The Foundation of a Good Print
If your first layer is rubbish, the rest of your print will almost certainly fail. Bed levelling — technically called "bed tramming" — is the process of ensuring the print bed is at a consistent distance from the nozzle across its entire surface. This distance needs to be within about 0.1mm across the whole bed for reliable, consistent first layers. Getting this right is the single most important skill a new printer operator can develop.
The terminology can be confusing. "Levelling" implies making the bed perfectly horizontal, but that's not actually what we're doing — we're making the bed parallel to the motion plane of the print head. If your printer is tilted slightly, a "level" bed in the spirit-level sense would actually print terribly. What matters is the relationship between the nozzle and the bed surface.
The Paper Method: Manual Levelling
Even if your printer has automatic bed levelling (ABL), understanding the manual paper method is essential — it's faster for quick adjustments and doesn't depend on the probe being calibrated correctly. Here's the process step by step.
First, heat your bed and nozzle to your normal printing temperatures. This is critical: metal expands when heated, so levelling a cold printer and then printing hot will give you incorrect results. For PLA, that's typically 60°C bed and 200°C nozzle. Auto-home your printer (G28 in the terminal), then disable the stepper motors so you can move the print head by hand. Slide a standard piece of A4 paper (80gsm is ideal — it's close to 0.1mm thick) under the nozzle.
Adjust the bed adjustment knob under that corner of the bed until you feel a slight resistance — a gentle drag — when you slide the paper back and forth. The paper should move freely but with noticeable friction; it shouldn't slide with zero resistance, and it shouldn't be impossible to move. Work through all four corners of the bed (and the centre on larger beds), then do a second pass. Adjusting one corner always affects adjacent corners slightly, so multiple passes are always needed.
Reading the First Layer
After manual levelling, print a first-layer test (a large single-layer square or grid pattern from the calibration section of your slicer). Watch it cautiously as it prints. What you're looking for is a smooth, continuous sheet of slightly squished plastic with no visible gaps between the lines of extrusion and a flat, matte top surface.

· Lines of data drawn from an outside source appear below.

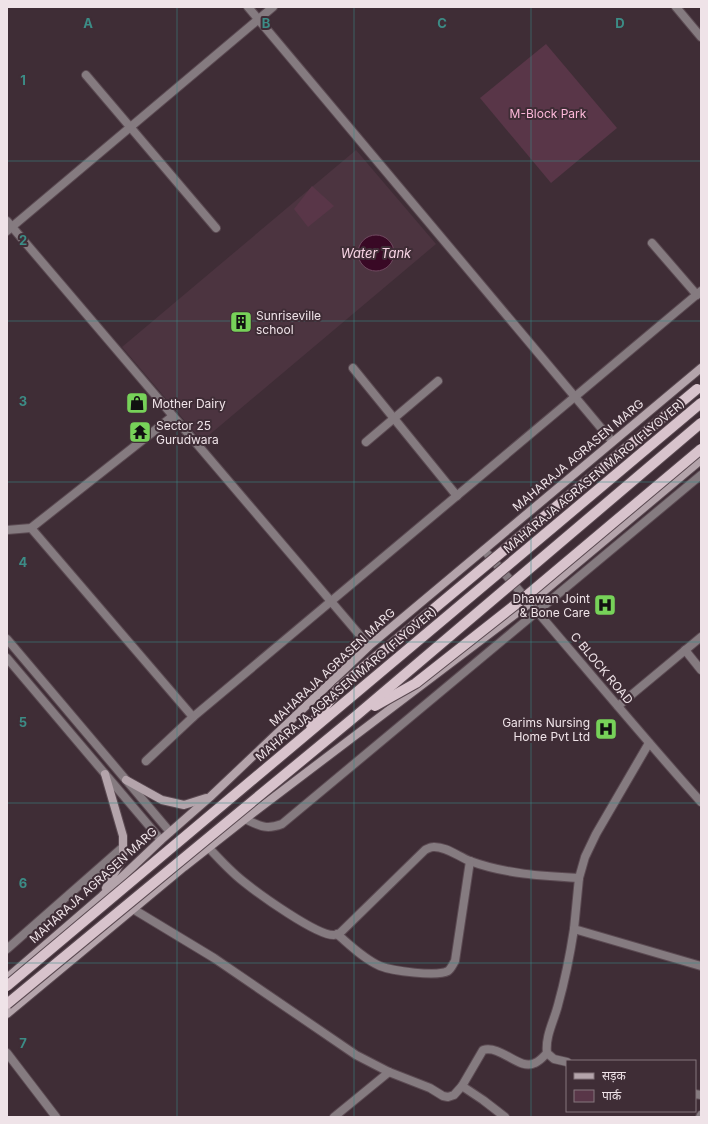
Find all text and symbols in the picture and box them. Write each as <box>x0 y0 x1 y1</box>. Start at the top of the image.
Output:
text: A <box>83 15 93 31</box>
text: B <box>262 15 271 31</box>
text: C <box>437 15 447 31</box>
text: D <box>615 15 625 31</box>
text: 1 <box>20 72 26 88</box>
park label: M-Block Park <box>510 106 587 121</box>
text: 2 <box>19 232 27 248</box>
water label: Water Tank <box>341 245 412 261</box>
place label: Sunriseville school <box>256 308 321 337</box>
building icon: Sunriseville school <box>228 309 254 335</box>
shop icon: Mother Dairy <box>124 390 150 416</box>
text: 3 <box>19 393 27 409</box>
place label: Mother Dairy <box>152 396 226 411</box>
street label: MAHARAJA AGRASEN MARG (FLYOVER) <box>500 396 688 556</box>
street label: MAHARAJA AGRASEN MARG <box>509 396 647 514</box>
place label: Sector 25 Gurudwara <box>156 418 219 447</box>
temple icon: Sector 25 Gurudwara <box>127 419 153 445</box>
text: 4 <box>19 554 28 570</box>
place label: Dhawan Joint & Bone Care <box>513 591 590 620</box>
hospital icon: Dhawan Joint & Bone Care <box>592 592 618 618</box>
street label: MAHARAJA AGRASEN MARG (FLYOVER) <box>252 604 440 764</box>
street label: MAHARAJA AGRASEN MARG <box>266 605 398 729</box>
street label: C BLOCK ROAD <box>568 629 636 707</box>
text: 5 <box>19 714 27 730</box>
place label: Garims Nursing Home Pvt Ltd <box>502 715 590 744</box>
hospital icon: Garims Nursing Home Pvt Ltd <box>593 716 619 742</box>
street label: MAHARAJA AGRASEN MARG <box>26 824 160 946</box>
text: 6 <box>19 875 27 891</box>
text: 7 <box>19 1035 27 1051</box>
legend <box>566 1060 696 1112</box>
text: सड़क <box>602 1068 627 1083</box>
text: पार्क <box>602 1088 622 1103</box>

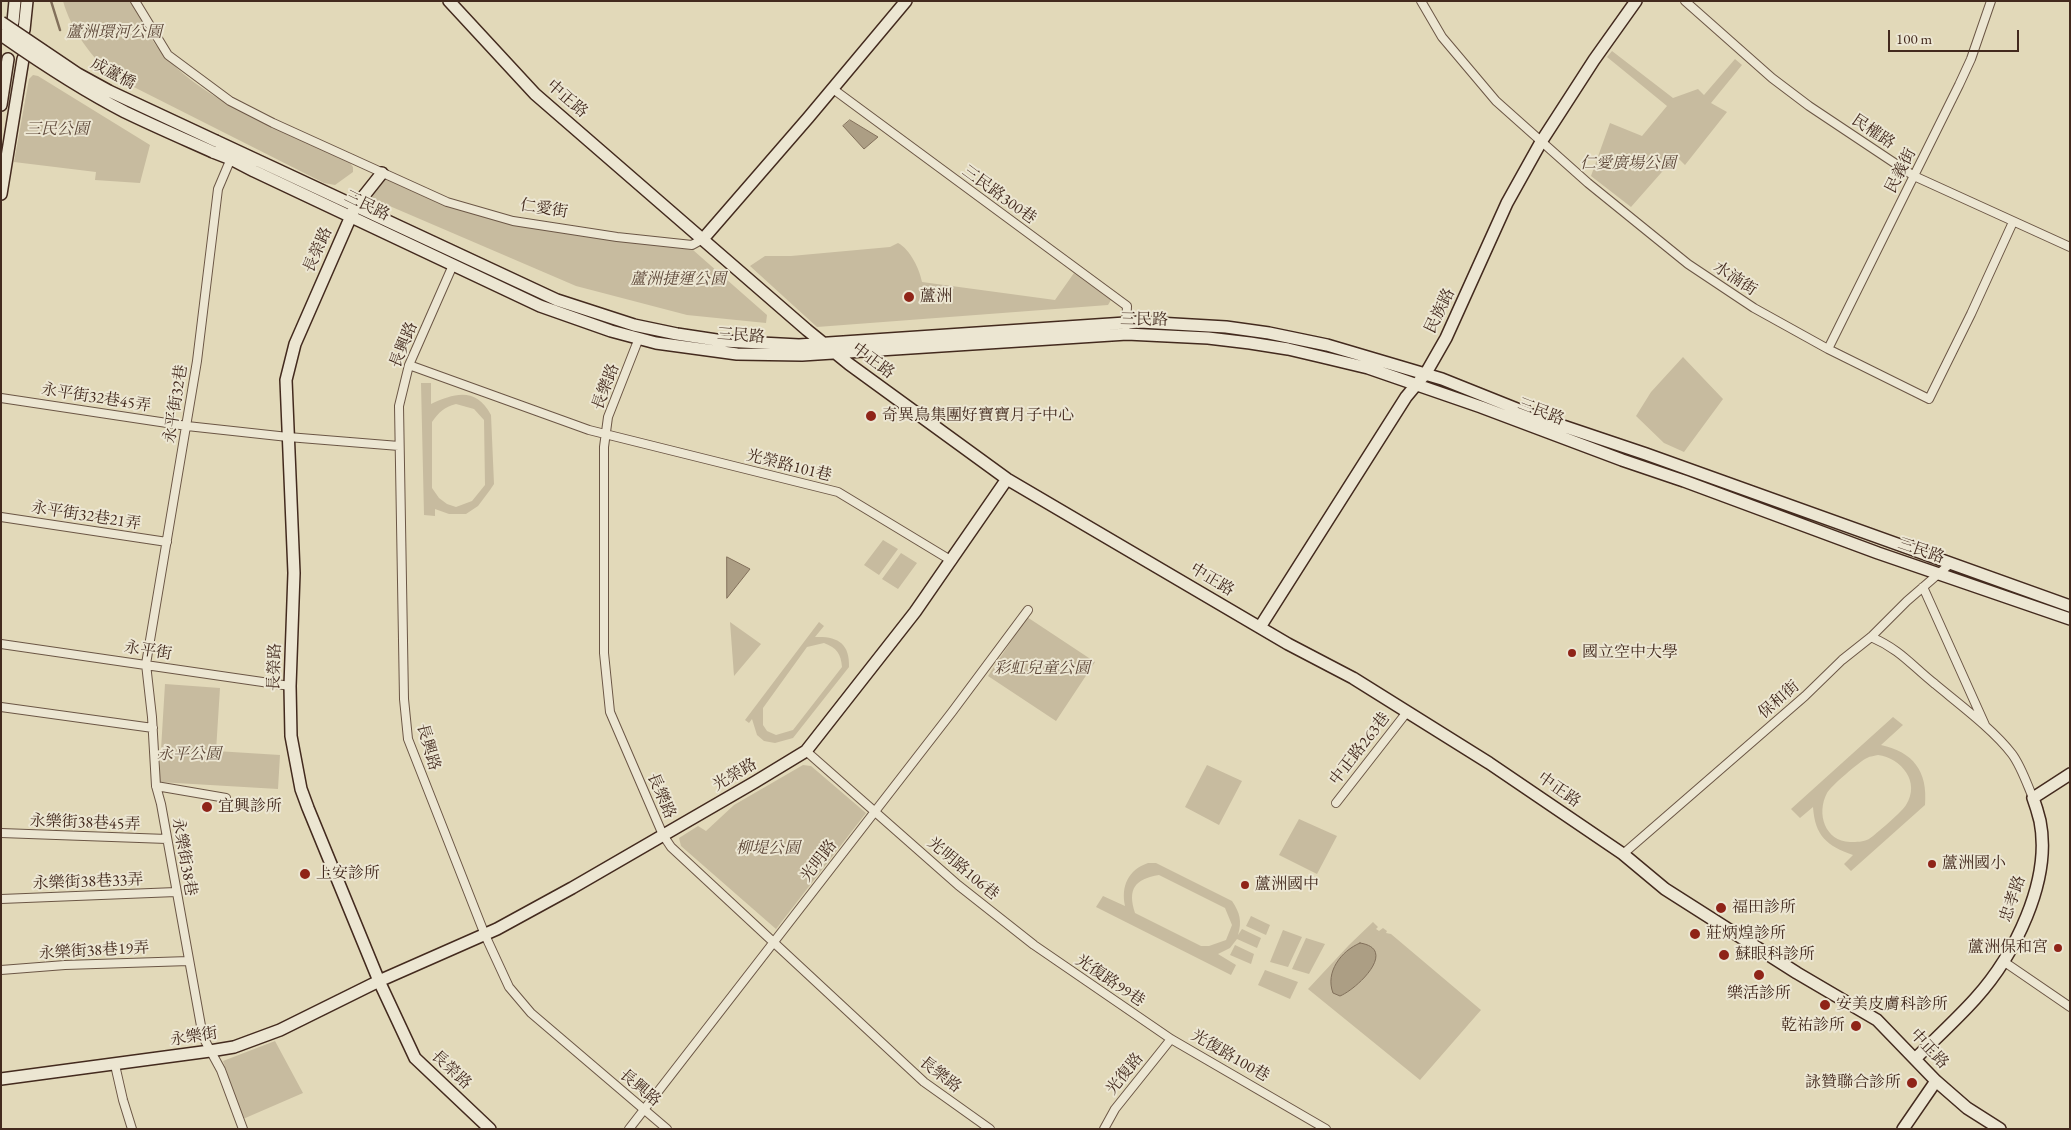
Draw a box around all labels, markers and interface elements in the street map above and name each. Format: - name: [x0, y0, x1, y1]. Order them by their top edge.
- scale bar: [1891, 20, 2022, 52]
- park label: 蘆洲環河公園: [66, 23, 162, 43]
- text: 100 m: [1896, 29, 1932, 48]
- street label: 成蘆橋: [87, 54, 139, 94]
- street label: 中正路: [543, 76, 591, 122]
- street label: 民權路: [1848, 111, 1898, 153]
- park label: 三民公園: [25, 120, 89, 140]
- street label: 民義街: [1882, 145, 1920, 197]
- park label: 仁愛廣場公園: [1580, 154, 1676, 174]
- street label: 三民路300巷: [958, 162, 1040, 228]
- street label: 三民路: [341, 187, 393, 225]
- street label: 仁愛街: [519, 196, 569, 222]
- street label: 長榮路: [299, 224, 337, 276]
- street label: 水湳街: [1710, 258, 1760, 300]
- park label: 蘆洲捷運公園: [630, 270, 726, 290]
- street label: 民族路: [1421, 285, 1459, 337]
- place label: 蘆洲: [920, 287, 952, 307]
- marker: 蘆洲: [902, 290, 916, 304]
- street label: 三民路: [1120, 310, 1168, 330]
- street label: 長興路: [386, 319, 422, 371]
- street label: 三民路: [716, 325, 766, 347]
- street label: 中正路: [848, 339, 898, 383]
- street label: 長樂路: [588, 361, 624, 413]
- street label: 永平街32巷: [160, 363, 192, 445]
- street label: 永平街32巷45弄: [40, 380, 152, 416]
- street label: 三民路: [1515, 394, 1567, 430]
- place label: 奇異鳥集團好寶寶月子中心: [882, 406, 1074, 426]
- marker: 奇異鳥集團好寶寶月子中心: [864, 409, 878, 423]
- street label: 光榮路101巷: [744, 446, 834, 486]
- street label: 永平街32巷21弄: [30, 498, 142, 534]
- street label: 三民路: [1895, 534, 1947, 568]
- street label: 中正路: [1186, 559, 1238, 601]
- street label: 永平街: [123, 638, 173, 664]
- street label: 長榮路: [265, 643, 285, 691]
- place label: 國立空中大學: [1582, 643, 1678, 663]
- marker: 國立空中大學: [1566, 647, 1578, 659]
- park label: 彩虹兒童公園: [994, 659, 1090, 679]
- street label: 保和街: [1755, 677, 1803, 723]
- street label: 中正路263巷: [1326, 709, 1394, 789]
- street label: 長興路: [412, 721, 444, 773]
- park label: 永平公園: [157, 745, 221, 765]
- street label: 光榮路: [709, 755, 761, 795]
- street label: 中正路: [1534, 768, 1584, 812]
- street label: 長樂路: [643, 770, 679, 822]
- place label: 宜興診所: [218, 797, 282, 817]
- marker: 宜興診所: [200, 800, 214, 814]
- street label: 永樂街38巷45弄: [29, 811, 141, 835]
- street label: 永樂街38巷: [168, 816, 200, 898]
- street label: 光明路106巷: [923, 834, 1003, 904]
- street label: 光明路: [797, 836, 841, 886]
- park label: 柳堤公園: [736, 839, 800, 859]
- place label: 蘆洲國小: [1942, 854, 2006, 874]
- marker: 蘆洲國小: [1926, 858, 1938, 870]
- place label: 上安診所: [316, 864, 380, 884]
- marker: 上安診所: [298, 867, 312, 881]
- street label: 永樂街38巷33弄: [32, 870, 144, 894]
- street label: 忠孝路: [1996, 873, 2030, 925]
- place label: 蘆洲國中: [1255, 875, 1319, 895]
- marker: 蘆洲國中: [1239, 879, 1251, 891]
- place label: 福田診所: [1732, 898, 1796, 918]
- marker: 福田診所: [1714, 901, 1728, 915]
- place label: 莊炳煌診所: [1706, 924, 1786, 944]
- marker: 莊炳煌診所: [1688, 927, 1702, 941]
- place label: 蘆洲保和宮: [1968, 938, 2048, 958]
- street label: 永樂街38巷19弄: [38, 939, 150, 963]
- marker: 蘆洲保和宮: [2052, 942, 2064, 954]
- place label: 蘇眼科診所: [1735, 945, 1815, 965]
- marker: 蘇眼科診所: [1717, 948, 1731, 962]
- street label: 光復路99巷: [1072, 951, 1148, 1011]
- marker: 樂活診所: [1752, 968, 1766, 982]
- place label: 樂活診所: [1727, 984, 1791, 1004]
- place label: 安美皮膚科診所: [1836, 995, 1948, 1015]
- marker: 安美皮膚科診所: [1818, 998, 1832, 1012]
- place label: 乾祐診所: [1781, 1016, 1845, 1036]
- marker: 乾祐診所: [1849, 1019, 1863, 1033]
- street label: 永樂街: [169, 1024, 219, 1050]
- street label: 中正路: [1906, 1025, 1952, 1073]
- street label: 光復路100巷: [1188, 1026, 1272, 1086]
- street label: 長榮路: [427, 1047, 475, 1093]
- street label: 光復路: [1102, 1049, 1148, 1099]
- street label: 長樂路: [915, 1053, 965, 1097]
- street label: 長興路: [615, 1065, 665, 1111]
- place label: 詠贊聯合診所: [1805, 1073, 1901, 1093]
- marker: 詠贊聯合診所: [1905, 1076, 1919, 1090]

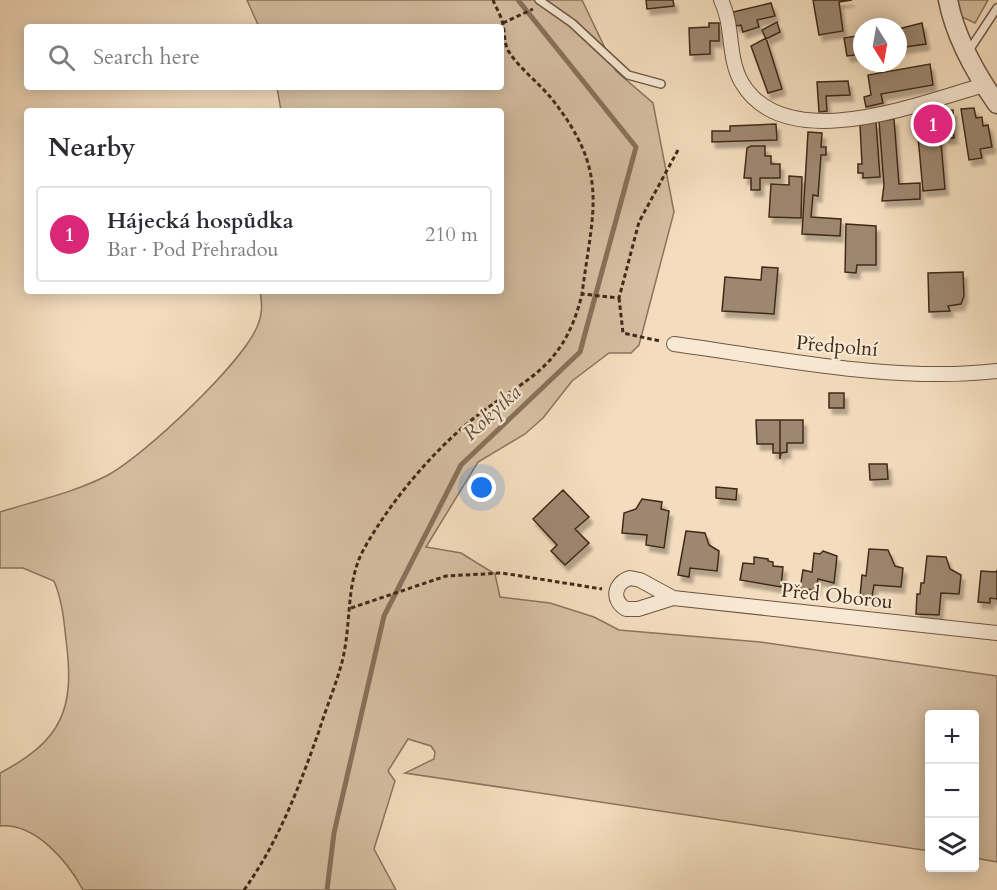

If the lines are rounded on top with gaps between them and they peel easily off the bed, your nozzle is too high — the filament isn't being pressed against the bed firmly enough to bond. Bring the nozzle closer. If the nozzle is scraping, the first layer looks translucent or transparent, or you hear a grinding sound from the extruder, your nozzle is too low — you're crushing the plastic rather than depositing it cleanly. Raise the nozzle slightly. Finding this "Goldilocks zone" is a matter of feel that becomes intuitive very quickly.
Automatic Bed Levelling (ABL) and Mesh Compensation
Many modern printers include automatic bed levelling probes — the BLTouch, CR Touch, and various inductive/capacitive probes are common examples. These probes measure the Z height at multiple points across the bed before each print and create a "mesh" of the surface. During printing, the firmware adjusts the Z axis dynamically to follow this mesh, compensating for any bow or warp in the bed.
ABL is a genuine quality-of-life improvement, but it doesn't eliminate the need to set your Z offset correctly — the distance between the nozzle's home position and the bed surface. See our guide on live Z calibration and baby stepping for how to fine-tune this whilst a print is running. A well-configured PEI spring steel build plate paired with accurate ABL gives first-layer consistency that's hard to beat.